§ **WORK TASK**
Where in the listing does the word "above" appear? Report each line that holds it.

§ **PROVIDED DATA**
>>>

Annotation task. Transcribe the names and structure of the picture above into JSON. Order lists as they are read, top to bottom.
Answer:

<<<
>>>

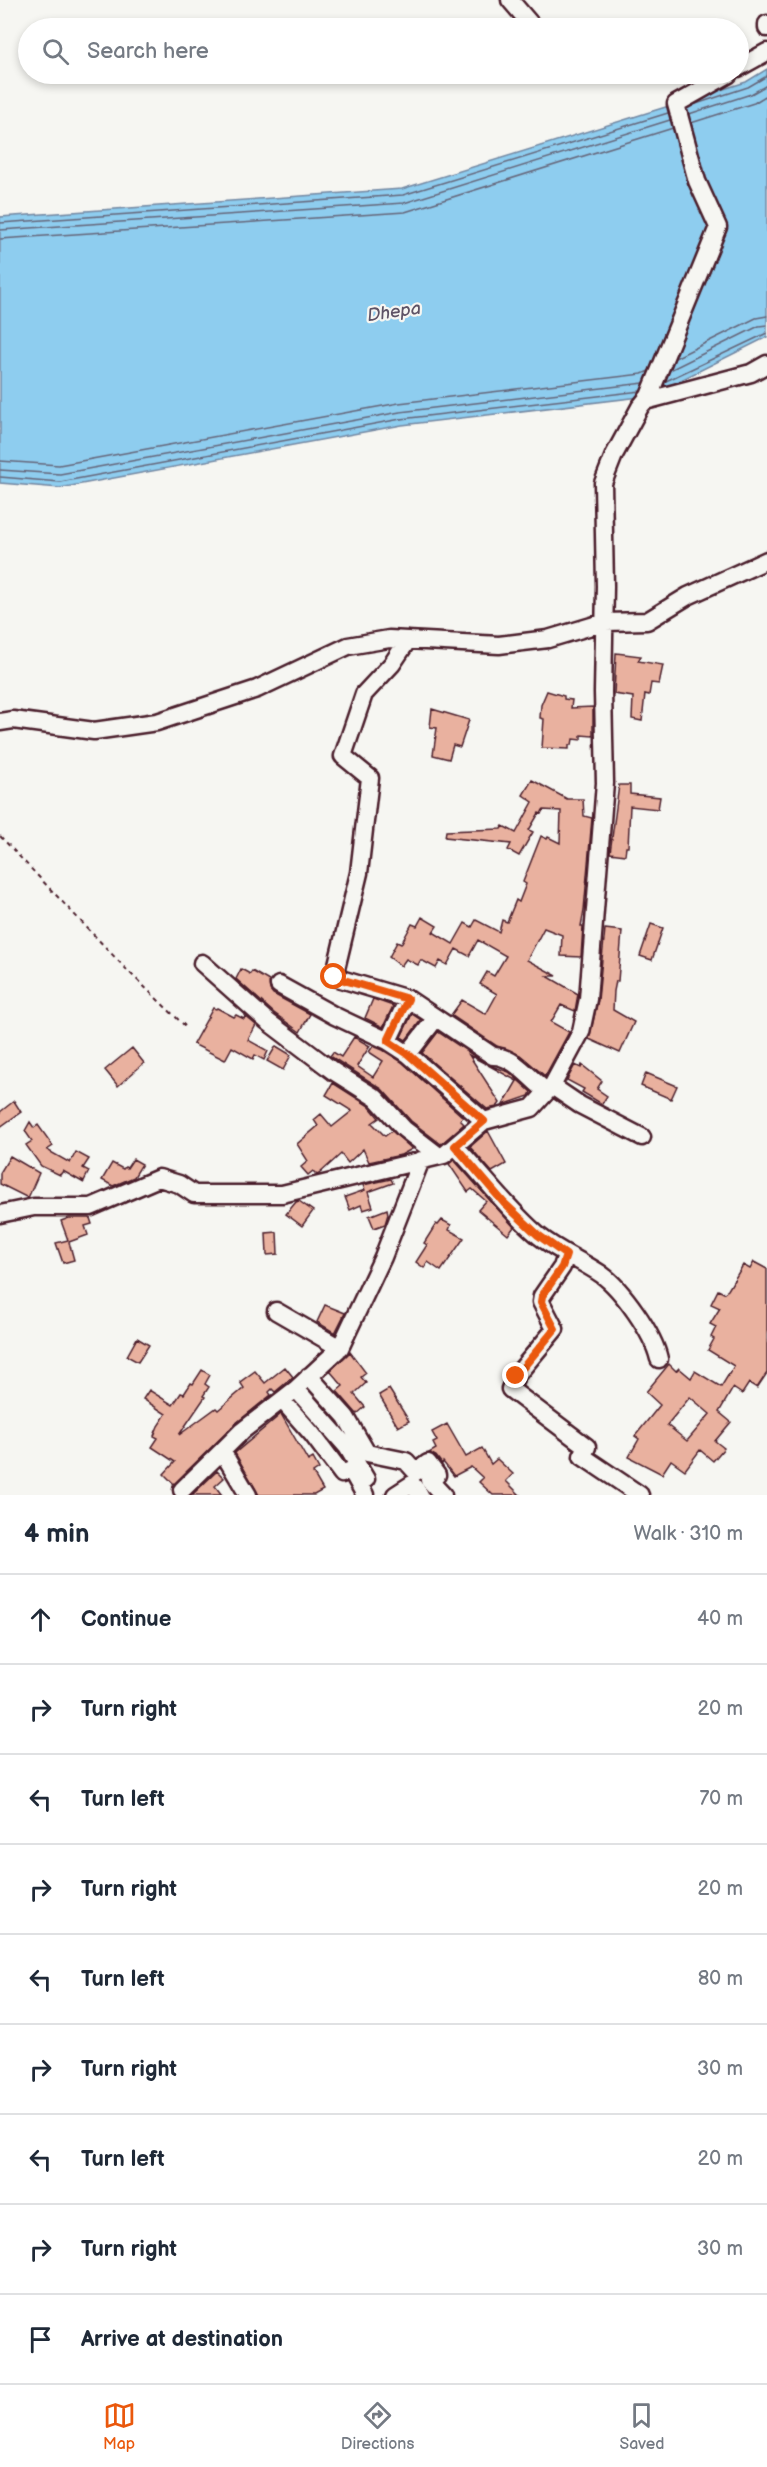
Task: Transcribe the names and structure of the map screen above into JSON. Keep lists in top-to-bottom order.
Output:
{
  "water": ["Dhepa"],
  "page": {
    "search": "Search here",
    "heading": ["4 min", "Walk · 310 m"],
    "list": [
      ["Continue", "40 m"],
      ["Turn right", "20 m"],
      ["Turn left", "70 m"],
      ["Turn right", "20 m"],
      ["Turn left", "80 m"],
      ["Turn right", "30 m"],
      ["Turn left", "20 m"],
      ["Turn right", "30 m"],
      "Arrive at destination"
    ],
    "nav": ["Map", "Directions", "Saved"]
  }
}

<<<
>>>

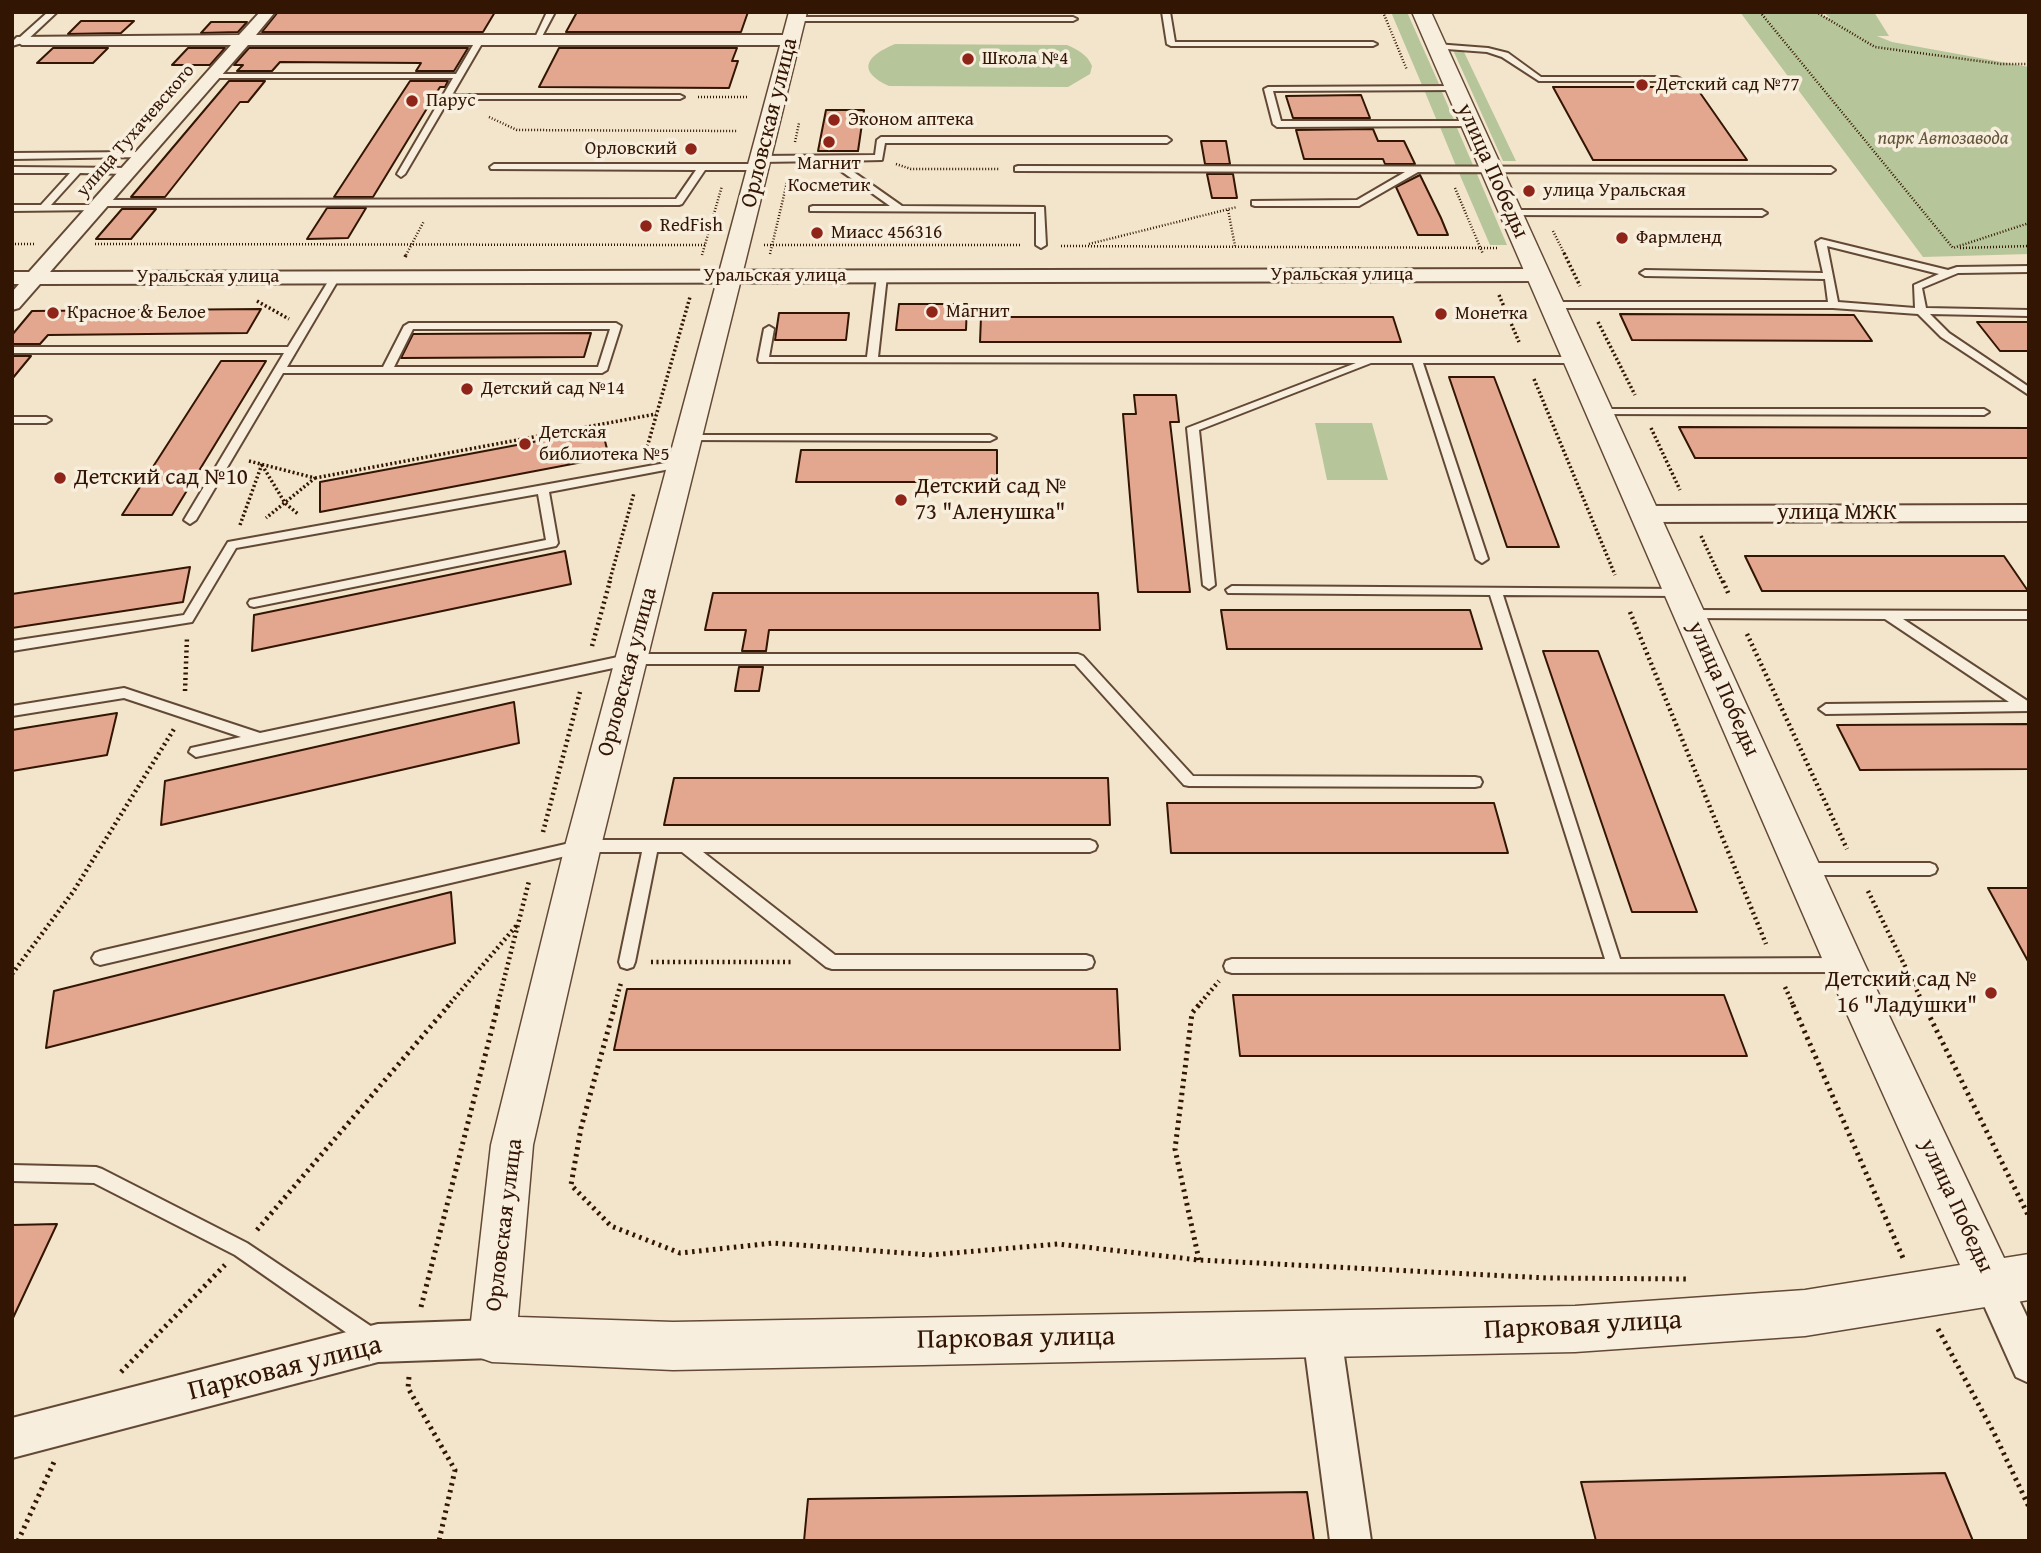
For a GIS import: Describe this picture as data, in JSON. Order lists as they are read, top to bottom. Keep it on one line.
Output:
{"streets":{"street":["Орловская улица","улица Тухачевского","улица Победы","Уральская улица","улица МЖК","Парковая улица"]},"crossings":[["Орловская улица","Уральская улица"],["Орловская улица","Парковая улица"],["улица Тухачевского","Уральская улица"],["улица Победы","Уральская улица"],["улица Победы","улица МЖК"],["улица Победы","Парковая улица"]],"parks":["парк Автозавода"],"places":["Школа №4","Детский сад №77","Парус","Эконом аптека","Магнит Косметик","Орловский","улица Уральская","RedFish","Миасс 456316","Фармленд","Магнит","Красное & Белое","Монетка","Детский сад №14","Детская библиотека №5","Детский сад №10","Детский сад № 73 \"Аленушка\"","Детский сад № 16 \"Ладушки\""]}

<<<

§ **WRITTEN SOLUTION**
Annotation task. Transcribe the names and structure of the picture above into JSON. Order lists as they are read, top to bottom.
Task: Transcribe the names and structure of the map screen above into JSON. Keep lists in top-to-bottom order.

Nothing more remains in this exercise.